Set down exactly the lines of the listing below that begin at the one containing "<div><b>13:26</b><p>Llegada</p></div>" and end at the last line, both included.
----
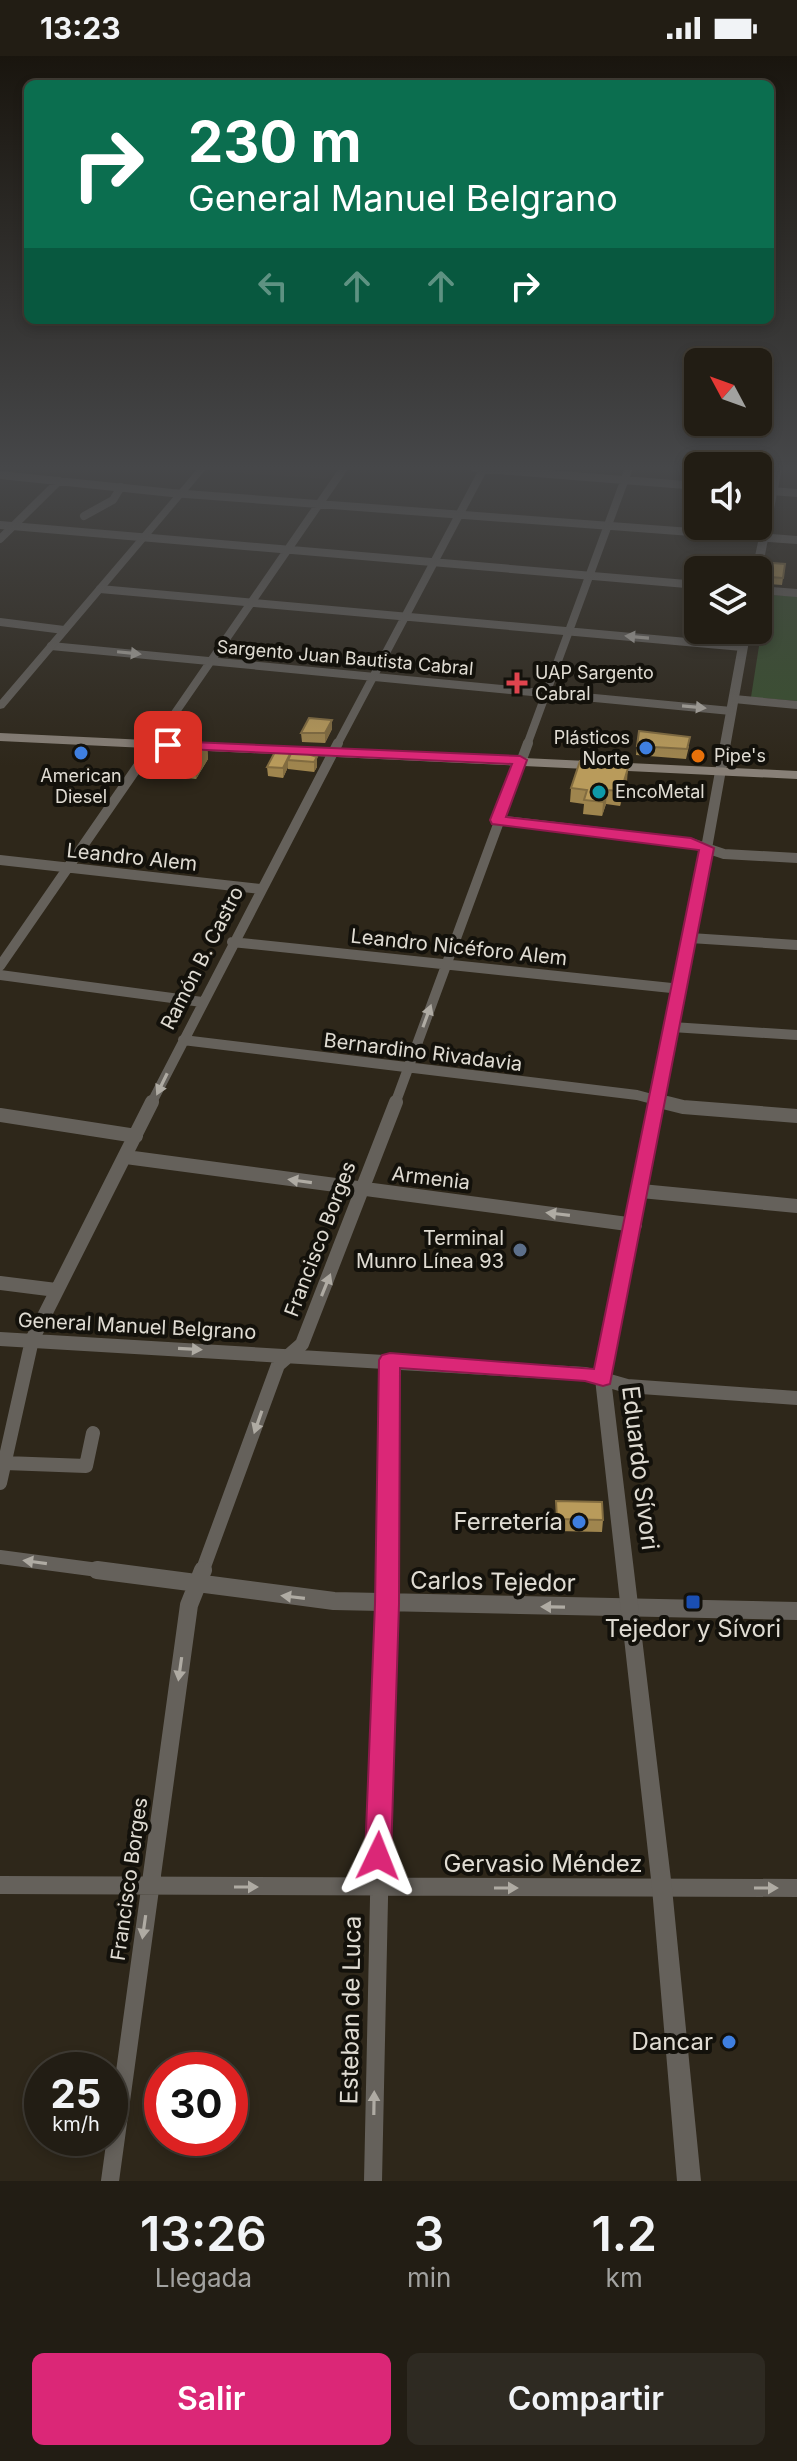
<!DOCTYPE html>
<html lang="es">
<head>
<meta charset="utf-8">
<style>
	:root { --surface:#221d14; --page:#2e2a22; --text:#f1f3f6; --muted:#a2a2a0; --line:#3f3b34; --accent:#db2777 }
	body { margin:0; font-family:Inter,sans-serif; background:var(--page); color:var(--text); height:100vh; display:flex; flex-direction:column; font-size:30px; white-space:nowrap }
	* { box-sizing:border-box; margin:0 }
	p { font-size:26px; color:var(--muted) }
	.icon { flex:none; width:44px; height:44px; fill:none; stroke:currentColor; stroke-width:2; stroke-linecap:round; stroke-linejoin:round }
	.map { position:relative; height:2125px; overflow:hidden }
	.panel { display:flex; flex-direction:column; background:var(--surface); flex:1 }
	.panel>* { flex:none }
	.hud { position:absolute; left:24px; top:24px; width:750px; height:244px; border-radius:12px; box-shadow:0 4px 12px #0003,0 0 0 2px var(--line); background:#0b6e4f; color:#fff; overflow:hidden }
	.needle { width:52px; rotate:311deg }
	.buttons { position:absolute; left:684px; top:292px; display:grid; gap:16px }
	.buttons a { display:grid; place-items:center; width:88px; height:88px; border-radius:12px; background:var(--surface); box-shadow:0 4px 12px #0003,0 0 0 2px var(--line); font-size:40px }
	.speed { position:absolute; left:24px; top:1996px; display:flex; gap:16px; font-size:40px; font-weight:700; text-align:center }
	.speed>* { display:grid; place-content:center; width:104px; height:104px; border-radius:50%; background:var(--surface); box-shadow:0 4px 12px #0003,0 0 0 2px var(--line); line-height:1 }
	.speed small { font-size:20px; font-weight:400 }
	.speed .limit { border:12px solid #d22; background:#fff; color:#111 }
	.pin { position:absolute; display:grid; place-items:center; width:68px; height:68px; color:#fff; margin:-34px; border-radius:16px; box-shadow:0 4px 12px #0006 }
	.me { position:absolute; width:88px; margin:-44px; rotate:2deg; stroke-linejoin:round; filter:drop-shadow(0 0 6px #0008) }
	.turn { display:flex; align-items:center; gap:28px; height:168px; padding:0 32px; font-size:36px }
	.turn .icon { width:104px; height:104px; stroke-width:2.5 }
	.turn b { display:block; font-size:56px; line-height:68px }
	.lanes { display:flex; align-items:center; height:76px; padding:0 32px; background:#0003; justify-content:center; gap:40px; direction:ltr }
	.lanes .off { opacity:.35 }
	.eta { display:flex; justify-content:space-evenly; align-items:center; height:136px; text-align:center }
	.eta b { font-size:48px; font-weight:600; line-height:56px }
	.cta { display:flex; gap:16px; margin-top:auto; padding:16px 32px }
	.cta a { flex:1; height:92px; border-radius:12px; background:var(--accent); color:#fff; font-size:32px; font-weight:600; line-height:92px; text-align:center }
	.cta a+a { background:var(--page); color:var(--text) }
	.status { display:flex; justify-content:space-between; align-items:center; height:56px; padding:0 40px; background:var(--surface); direction:ltr }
	.status svg { height:22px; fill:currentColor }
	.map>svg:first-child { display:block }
	.commercial { fill:#3b2c21 }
	.green { fill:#39502e }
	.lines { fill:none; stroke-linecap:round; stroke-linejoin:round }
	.minor-far3 { stroke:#65615b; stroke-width:8 }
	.minor-far2 { stroke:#65615b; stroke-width:10 }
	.minor-far1 { stroke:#65615b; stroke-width:14 }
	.minor { stroke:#65615b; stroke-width:18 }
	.tertiary { fill:#65615b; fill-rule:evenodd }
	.secondary { fill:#888077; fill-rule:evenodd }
	.wall { fill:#9f854e }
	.shaded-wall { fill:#826c40 }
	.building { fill:#b99b5b; stroke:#826c40; stroke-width:2 }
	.oneway { fill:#afaba3 }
	.route { fill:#db2777; stroke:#8e194d; stroke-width:2 }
	.health-dot { fill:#e0444e; stroke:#13110b; stroke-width:3 }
	.shop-dot { fill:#3f7fe0; stroke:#13110b; stroke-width:3 }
	.food-dot { fill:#e8710a; stroke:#13110b; stroke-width:3 }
	.culture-dot { fill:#0f9aa8; stroke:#13110b; stroke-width:3 }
	.service-dot { fill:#5c6f8a; stroke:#13110b; stroke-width:3 }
	.transit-dot { fill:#1a4fb4; stroke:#13110b; stroke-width:3 }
	.labels { text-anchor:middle; stroke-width:8; stroke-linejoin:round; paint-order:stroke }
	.far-street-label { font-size:18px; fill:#e0dcd3; stroke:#13110b }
	.far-poi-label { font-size:18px; fill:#e0dcd3; stroke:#13110b; text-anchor:start }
	.street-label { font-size:20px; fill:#e0dcd3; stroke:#13110b }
	.poi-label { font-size:20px; fill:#e0dcd3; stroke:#13110b; text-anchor:end }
	.near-street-label { font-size:24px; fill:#e0dcd3; stroke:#13110b }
	.near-poi-label { font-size:24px; fill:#e0dcd3; stroke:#13110b; text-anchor:end }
</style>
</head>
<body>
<div class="status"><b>13:23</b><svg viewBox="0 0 49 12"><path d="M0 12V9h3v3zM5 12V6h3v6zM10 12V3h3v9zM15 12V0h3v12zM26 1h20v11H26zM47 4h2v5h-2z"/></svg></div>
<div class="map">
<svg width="797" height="2125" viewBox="0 0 797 2125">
	<rect width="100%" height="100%" fill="#2e271a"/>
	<path class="commercial" d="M211,412H334L326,423L209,415Z"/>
	<path class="green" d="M767,539L797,540V645L751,641Z"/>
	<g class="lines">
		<path class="minor-far3" d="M474,412L698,430
			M0,419L172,437L797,484
			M758,434L797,437
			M84,460L113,444L121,431
			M0,469L698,529
			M0,483L59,425
			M100,533L742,591
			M758,534L797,537
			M0,566L64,574
			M51,590L731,655
			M734,643L797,649
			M153,689L344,412
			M337,689L484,412
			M527,689L629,412"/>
		<path class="minor-far2" d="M497,764L691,787L724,798L797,802
			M0,804L260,833
			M690,882L797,889
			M232,886L681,933
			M0,910L154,687
			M0,919L202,946
			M672,971L797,979
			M183,984L637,1039L671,1048
			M151,1048L338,687
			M395,1048L528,687"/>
		<path class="minor-far1" d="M663,1046L683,1051L797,1060
			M0,1059L136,1080
			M126,1101L635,1169
			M641,1135L797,1150
			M0,1227L56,1234
			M0,1283L585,1318L627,1330L797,1342
			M5,1407L86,1410L93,1377
			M0,1427L32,1284L152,1046
			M0,1501L113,1516
			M202,1516L278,1309L302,1288L396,1046
			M386,1516L390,1304"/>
		<path class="minor" d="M97,1514L334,1545L797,1555
			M0,1829L797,1832
			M110,2125L189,1549L203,1514
			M373,2125L386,1514"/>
		<path class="tertiary" d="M198,412H207L4,652L0,653V644Z
			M774,412H782L762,514L758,516V514H752Z
			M741,574H751L687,933L611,1323L672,1832L701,2125H677L652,1832L595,1323L675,933Z"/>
		<path class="secondary" d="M0,677L797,715V723L0,685Z"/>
	</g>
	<path class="wall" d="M772,507L785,508L782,529L769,528Z
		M332,664V673L325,687L302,686L301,677Z
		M207,689L208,703L196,723L167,720L166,706Z
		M637,690H689L686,703L636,699Z
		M276,694L317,701V711L314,716L288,713V711L283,722L268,720L267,711Z
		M627,726L620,750L606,748L602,760L583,758L584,748L570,746L571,732Z
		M556,1445L603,1464L602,1476L556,1475Z"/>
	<path class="shaded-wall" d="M332,664V673L325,687V677Z
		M207,689L208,703L196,723L195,709Z
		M291,696L288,704V711L283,722V712Z
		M317,701V711L314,716V706Z
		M628,712L627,726L620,750L621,735Z
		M607,734L606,748L602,760L603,746Z"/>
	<path class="building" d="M758,431H761L759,441H758Z
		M772,507L785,508L783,522L770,521Z
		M309,662L332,664L325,677H301Z
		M639,675L690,681L687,693L637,690Z
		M179,686L207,689L195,709L166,706Z
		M293,693L317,701L314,706L288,704Z
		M276,694L291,696L283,712L267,711Z
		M580,705L628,712L621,735L607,734L603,746L584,744L587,734L571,732Z
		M556,1445L602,1446L603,1464L557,1463Z"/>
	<defs><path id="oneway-solid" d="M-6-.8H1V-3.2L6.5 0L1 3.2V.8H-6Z" transform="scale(2)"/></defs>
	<g class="oneway">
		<use href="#oneway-solid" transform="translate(637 581) rotate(-175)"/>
		<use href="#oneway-solid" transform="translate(129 597) rotate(6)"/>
		<use href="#oneway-solid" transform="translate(694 651) rotate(5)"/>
		<use href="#oneway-solid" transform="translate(427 960) rotate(-70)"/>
		<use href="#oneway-solid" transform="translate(162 1028) rotate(116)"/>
		<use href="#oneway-solid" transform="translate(300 1125) rotate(-172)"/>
		<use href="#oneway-solid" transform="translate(558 1158) rotate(-173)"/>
		<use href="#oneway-solid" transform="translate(326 1229) rotate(-68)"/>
		<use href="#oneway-solid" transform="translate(190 1293) rotate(3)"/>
		<use href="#oneway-solid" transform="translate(258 1366) rotate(109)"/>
		<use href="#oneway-solid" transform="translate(35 1506) rotate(-172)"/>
		<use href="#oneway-solid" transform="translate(293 1541) rotate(-173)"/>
		<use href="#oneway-solid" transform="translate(553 1551) rotate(-179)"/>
		<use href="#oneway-solid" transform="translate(180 1613) rotate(98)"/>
		<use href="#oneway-solid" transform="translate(246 1831)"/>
		<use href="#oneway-solid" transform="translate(506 1832)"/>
		<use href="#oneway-solid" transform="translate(766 1832)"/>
		<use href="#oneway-solid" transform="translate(144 1871) rotate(98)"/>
		<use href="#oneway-solid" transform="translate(374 2047) rotate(-89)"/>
	</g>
	<linearGradient id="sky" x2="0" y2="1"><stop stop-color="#19150e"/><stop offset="0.58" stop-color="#464749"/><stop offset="1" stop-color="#464749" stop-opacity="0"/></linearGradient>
	<rect width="797" height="710" fill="url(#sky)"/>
	<path class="route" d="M168,685L520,700L527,704L506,761L691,782L714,792L610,1328L603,1330L585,1325L400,1312L399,1548L391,1800L387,1808L378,1812L369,1808L365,1800L375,1548L379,1304L382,1299L390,1297L594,1313L699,794L492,768L490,764L512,708L163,692L161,689Z"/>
	<path class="health-dot" d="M513 615h8v8h8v8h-8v8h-8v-8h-8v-8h8z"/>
	<g class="shop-dot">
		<circle cx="646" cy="692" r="8"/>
		<circle cx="81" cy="697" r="8"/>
		<circle cx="579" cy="1466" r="8"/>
		<circle cx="729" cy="1986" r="8"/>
	</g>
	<circle class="food-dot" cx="698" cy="700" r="8"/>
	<circle class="culture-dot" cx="599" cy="736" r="8"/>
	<circle class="service-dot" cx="520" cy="1194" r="8"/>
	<rect class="transit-dot" x="685" y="1538" width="16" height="16" rx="4"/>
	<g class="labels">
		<g class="far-street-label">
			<text transform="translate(345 602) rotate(5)" y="6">Sargento Juan Bautista Cabral</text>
		</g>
		<g class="far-poi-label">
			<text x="535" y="623">UAP Sargento<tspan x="535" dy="21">Cabral</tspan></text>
			<text x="630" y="688" text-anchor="end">Plásticos<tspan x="630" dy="21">Norte</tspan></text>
			<text x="714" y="706">Pipe's</text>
			<text x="81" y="726" text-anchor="middle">American<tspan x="81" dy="21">Diesel</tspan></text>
			<text x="615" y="742">EncoMetal</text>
		</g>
		<g class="street-label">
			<text transform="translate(132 801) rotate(6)" y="7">Leandro Alem</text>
			<text transform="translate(459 891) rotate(6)" y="7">Leandro Nicéforo Alem</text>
			<text transform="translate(202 902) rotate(-63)" y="7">Ramón B. Castro</text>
			<text transform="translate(423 996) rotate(7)" y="7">Bernardino Rivadavia</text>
			<text transform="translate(431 1122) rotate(7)" y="7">Armenia</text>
			<text transform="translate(320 1183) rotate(-69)" y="7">Francisco Borges</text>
			<text transform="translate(137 1270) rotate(3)" y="7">General Manuel Belgrano</text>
			<text transform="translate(129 1823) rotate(-82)" y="7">Francisco Borges</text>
		</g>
		<g class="poi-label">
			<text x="504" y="1189">Terminal<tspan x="504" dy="23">Munro Línea 93</tspan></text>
		</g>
		<g class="near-street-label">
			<text transform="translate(640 1412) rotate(83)" y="8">Eduardo Sívori</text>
			<text transform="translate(493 1526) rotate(1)" y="8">Carlos Tejedor</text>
			<text x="543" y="1816">Gervasio Méndez</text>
			<text transform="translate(351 1954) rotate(-89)" y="8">Esteban de Luca</text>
		</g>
		<g class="near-poi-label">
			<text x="563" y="1474">Ferretería</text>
			<text x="693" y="1581" text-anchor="middle">Tejedor y Sívori</text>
			<text x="713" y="1994">Dancar</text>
		</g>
	</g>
</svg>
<div class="buttons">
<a><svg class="needle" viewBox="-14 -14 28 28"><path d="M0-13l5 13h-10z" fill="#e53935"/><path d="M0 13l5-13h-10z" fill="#a2a2a0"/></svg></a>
<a><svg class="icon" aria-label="sound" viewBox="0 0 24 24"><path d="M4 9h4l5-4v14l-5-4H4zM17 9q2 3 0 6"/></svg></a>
<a><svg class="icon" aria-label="layers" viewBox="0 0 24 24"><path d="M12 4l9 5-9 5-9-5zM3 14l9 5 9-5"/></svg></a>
</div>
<div class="speed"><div>25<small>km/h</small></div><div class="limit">30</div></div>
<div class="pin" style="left:168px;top:689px;background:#d93025"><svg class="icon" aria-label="arrive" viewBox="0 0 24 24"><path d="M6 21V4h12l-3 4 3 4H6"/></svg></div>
<svg class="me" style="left:378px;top:1800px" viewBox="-20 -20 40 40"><path d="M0-17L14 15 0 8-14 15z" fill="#db2777" stroke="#fff" stroke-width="4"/></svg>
<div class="hud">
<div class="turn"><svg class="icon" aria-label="right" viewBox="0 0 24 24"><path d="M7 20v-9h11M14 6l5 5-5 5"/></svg><div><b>230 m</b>General Manuel Belgrano</div></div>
<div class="lanes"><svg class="icon off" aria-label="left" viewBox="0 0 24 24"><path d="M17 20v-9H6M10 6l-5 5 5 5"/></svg><svg class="icon off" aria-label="ahead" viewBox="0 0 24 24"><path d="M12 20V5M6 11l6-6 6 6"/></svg><svg class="icon off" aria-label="ahead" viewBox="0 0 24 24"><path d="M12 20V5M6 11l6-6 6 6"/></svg><svg class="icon" aria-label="right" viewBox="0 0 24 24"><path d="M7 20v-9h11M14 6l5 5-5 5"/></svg></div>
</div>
</div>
<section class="panel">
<div class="eta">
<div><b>13:26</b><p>Llegada</p></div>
<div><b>3</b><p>min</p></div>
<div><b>1.2</b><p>km</p></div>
</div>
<div class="cta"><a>Salir</a><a>Compartir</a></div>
</section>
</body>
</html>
----
OUTPUT.
<div><b>13:26</b><p>Llegada</p></div>
<div><b>3</b><p>min</p></div>
<div><b>1.2</b><p>km</p></div>
</div>
<div class="cta"><a>Salir</a><a>Compartir</a></div>
</section>
</body>
</html>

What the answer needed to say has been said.